It's "lights, camera and action" of a different kind. Walk in, close the door, wave your hands to automatically switch on the movement-sensitive technology in the studio. The PC monitor (with a camera fitted on its top), the lights, and other stuff come alive.

No one would know about your poses in front of the camera unless you share them. You can select special effects on the monitor after the shoot. In a jiffy, you can pick up the prints from the self-operated counter, or copy the images into your USB storage.

Youngsters, newly married couples and young parents are suitably smitten. And the recently mushroomed selfie studios at malls, railways stations and shopping plazas, operated by new business chains, startups and franchises across China, are eager to meet the demand.

Relatively small and new, selfie studios constitute a still-evolving or not-yet-mainstream business. So, hard data is yet to be compiled. Studio services are charged by the hour. Typically, an hour in a studio could cost a consumer 120 yuan ($19).

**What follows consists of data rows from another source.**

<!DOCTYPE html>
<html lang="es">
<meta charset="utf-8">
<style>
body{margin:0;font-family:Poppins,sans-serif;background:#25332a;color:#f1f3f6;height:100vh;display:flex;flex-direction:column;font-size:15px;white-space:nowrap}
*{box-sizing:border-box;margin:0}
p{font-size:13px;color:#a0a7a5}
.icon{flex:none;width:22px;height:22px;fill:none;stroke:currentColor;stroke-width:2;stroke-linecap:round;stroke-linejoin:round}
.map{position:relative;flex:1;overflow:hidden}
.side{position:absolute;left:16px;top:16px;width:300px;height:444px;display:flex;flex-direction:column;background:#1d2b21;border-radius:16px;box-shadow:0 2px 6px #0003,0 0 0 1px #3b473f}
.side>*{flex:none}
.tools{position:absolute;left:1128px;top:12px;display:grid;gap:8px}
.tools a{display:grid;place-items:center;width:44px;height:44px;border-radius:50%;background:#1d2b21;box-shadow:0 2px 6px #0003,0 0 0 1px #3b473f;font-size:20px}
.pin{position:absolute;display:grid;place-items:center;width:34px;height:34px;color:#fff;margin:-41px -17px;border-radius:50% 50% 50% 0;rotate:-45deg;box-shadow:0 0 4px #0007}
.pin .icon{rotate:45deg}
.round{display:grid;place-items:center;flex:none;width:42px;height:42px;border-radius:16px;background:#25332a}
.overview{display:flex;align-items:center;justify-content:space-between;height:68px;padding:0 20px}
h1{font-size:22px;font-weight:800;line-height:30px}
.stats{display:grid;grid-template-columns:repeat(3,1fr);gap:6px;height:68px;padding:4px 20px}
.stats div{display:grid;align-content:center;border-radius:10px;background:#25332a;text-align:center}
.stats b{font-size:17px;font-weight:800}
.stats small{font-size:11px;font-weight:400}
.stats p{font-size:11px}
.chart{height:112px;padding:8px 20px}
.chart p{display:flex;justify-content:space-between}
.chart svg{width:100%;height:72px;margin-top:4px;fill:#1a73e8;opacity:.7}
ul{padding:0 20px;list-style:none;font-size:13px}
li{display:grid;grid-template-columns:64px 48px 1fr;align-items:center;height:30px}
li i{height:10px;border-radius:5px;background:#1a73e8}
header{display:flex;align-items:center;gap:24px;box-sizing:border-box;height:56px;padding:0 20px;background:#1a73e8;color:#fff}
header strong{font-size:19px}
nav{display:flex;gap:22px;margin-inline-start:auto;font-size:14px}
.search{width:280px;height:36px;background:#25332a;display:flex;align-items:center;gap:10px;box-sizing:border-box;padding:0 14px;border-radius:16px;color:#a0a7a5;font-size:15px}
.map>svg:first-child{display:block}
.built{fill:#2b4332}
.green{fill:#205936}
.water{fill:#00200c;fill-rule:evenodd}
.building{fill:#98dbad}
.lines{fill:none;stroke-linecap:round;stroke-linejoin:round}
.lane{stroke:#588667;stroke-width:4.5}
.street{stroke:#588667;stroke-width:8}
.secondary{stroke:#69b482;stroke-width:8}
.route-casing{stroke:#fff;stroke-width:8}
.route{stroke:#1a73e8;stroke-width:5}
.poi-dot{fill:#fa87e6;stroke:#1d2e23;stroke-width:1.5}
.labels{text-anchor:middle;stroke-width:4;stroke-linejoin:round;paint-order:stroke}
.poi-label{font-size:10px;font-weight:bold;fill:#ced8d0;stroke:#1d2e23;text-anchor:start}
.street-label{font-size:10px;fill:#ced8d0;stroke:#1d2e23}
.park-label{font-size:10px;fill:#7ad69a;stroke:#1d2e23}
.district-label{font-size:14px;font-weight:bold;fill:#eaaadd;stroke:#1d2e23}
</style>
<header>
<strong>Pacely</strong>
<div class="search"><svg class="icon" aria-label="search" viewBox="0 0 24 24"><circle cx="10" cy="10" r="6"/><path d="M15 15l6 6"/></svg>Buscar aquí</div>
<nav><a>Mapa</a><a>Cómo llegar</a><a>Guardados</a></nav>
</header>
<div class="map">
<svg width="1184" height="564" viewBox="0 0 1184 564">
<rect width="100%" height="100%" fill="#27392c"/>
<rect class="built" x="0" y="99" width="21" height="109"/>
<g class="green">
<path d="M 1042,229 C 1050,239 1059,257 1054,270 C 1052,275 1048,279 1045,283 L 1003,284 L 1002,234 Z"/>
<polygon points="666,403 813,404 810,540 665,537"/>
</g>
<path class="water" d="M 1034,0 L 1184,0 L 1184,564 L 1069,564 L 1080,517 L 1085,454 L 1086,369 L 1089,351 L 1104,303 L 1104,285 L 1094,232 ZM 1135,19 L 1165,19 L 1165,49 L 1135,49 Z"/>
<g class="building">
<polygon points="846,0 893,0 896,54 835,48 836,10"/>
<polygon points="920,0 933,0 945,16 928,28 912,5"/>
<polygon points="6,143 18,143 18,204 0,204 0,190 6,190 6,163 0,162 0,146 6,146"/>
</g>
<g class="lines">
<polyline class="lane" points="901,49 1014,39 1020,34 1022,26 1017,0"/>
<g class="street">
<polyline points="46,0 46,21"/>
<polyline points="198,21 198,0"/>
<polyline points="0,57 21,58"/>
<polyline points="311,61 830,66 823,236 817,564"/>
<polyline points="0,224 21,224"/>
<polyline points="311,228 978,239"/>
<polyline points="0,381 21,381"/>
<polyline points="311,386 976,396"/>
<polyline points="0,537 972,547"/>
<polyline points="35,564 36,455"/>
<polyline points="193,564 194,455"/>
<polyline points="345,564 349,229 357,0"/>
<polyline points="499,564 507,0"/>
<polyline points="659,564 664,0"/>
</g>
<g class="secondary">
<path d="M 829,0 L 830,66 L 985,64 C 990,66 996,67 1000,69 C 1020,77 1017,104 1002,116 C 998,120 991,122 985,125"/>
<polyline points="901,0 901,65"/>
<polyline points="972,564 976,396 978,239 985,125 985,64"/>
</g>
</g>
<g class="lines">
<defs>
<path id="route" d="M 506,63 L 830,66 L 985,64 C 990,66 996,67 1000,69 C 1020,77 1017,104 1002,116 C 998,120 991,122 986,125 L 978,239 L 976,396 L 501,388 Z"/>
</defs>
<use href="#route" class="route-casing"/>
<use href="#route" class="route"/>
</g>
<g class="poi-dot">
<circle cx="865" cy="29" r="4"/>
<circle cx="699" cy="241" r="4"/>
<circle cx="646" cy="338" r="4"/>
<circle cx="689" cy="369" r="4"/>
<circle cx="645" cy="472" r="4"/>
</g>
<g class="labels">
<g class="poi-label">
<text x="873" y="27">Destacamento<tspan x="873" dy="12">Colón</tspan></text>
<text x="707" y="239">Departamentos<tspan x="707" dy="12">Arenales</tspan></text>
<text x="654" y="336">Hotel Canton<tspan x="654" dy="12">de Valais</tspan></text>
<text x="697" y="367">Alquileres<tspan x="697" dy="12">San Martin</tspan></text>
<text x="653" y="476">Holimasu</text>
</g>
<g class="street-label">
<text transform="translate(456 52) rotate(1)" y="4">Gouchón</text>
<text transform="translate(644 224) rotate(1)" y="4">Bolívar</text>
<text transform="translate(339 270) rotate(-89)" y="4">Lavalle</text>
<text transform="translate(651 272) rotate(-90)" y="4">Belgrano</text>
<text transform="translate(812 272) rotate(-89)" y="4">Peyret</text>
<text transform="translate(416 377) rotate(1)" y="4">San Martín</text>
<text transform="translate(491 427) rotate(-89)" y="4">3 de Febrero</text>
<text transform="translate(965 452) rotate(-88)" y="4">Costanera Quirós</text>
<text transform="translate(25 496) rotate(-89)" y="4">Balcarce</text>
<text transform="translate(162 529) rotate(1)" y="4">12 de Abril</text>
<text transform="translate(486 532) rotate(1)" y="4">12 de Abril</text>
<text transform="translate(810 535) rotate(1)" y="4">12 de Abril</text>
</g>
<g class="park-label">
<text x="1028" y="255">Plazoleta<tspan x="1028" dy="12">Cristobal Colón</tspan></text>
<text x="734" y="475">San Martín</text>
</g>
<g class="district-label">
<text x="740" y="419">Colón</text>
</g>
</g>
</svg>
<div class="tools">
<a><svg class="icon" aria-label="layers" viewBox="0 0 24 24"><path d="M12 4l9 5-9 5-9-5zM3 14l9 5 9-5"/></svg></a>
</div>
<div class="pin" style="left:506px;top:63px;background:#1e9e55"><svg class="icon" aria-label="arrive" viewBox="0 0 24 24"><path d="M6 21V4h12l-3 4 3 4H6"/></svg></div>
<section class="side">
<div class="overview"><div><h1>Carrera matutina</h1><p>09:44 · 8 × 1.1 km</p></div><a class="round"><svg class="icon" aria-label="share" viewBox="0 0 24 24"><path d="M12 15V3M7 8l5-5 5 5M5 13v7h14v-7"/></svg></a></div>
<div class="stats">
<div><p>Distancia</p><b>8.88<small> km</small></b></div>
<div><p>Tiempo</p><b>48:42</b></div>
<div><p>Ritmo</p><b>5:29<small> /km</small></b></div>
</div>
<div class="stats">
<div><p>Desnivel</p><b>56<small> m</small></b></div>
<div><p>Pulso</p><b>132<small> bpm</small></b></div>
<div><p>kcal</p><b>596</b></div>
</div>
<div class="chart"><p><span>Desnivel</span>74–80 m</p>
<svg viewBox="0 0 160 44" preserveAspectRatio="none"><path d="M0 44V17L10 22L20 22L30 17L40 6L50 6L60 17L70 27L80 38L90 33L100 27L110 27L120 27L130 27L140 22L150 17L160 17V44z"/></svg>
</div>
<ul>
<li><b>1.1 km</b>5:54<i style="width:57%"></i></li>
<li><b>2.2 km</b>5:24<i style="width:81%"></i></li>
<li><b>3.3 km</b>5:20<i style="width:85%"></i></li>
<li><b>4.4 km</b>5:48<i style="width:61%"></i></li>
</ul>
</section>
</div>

"Our business is akin to KTV," said Chen Nan, marketing manager of Oak Selfie Studio in Beijing, a unit of Wuhan Zhongguokeji Co Ltd, an image-related software technology startup.

"It doesn't require much to set up a selfie studio. You only need a camera with a tripod, a virtual background and software to process images. What a selfies studio does is to make the photography business more accessible to ordinary people who may lack professional training."

Oak also offers the startup pack for those who want to set up a selfie studio. The pack is priced 16,000 yuan upward and includes camera and software.

Chen and his partners founded Oak in 2014 during their university days. They boast hundreds of franchises across the country.

Their startup packs have proved to be quite a hit in Singapore and the United Kingdom, and services are popular among girls and couples, Chen said.

Many people want to have pictures taken but are camera-shy. "It's best to leave them alone in a room and let them fly," he said,

"We have a successful case in Hong Kong that does wedding services, and we are trying to promote the idea to parents with babies because the chances of parents taking their baby for photos are higher than that for others."

Studios are not the only businesses trying to exploit Chinese youngsters' selfie craze. There are selfie-oriented apps, mobile phones with specially designed front cameras and digital cameras with selfie function. The market has even coined a term-"the selfie economy"-to describe this business.

"The selfie economy has been powerful enough to change various industries, and it has largely reshaped the sub-culture among the youngsters," said Gao Liming, a researcher at the Shanghai Institute of Finance and Law, in a column for Southern Weekend.

"For example, it is powerful enough to change the cosmetics industry and force them to make more water-based makeup products instead of oil-based ones for young ladies. The young females love to take selfies in the morning when their makeup is fresh and oil-based cosmetics would ruin a perfect selfie by making them look oily."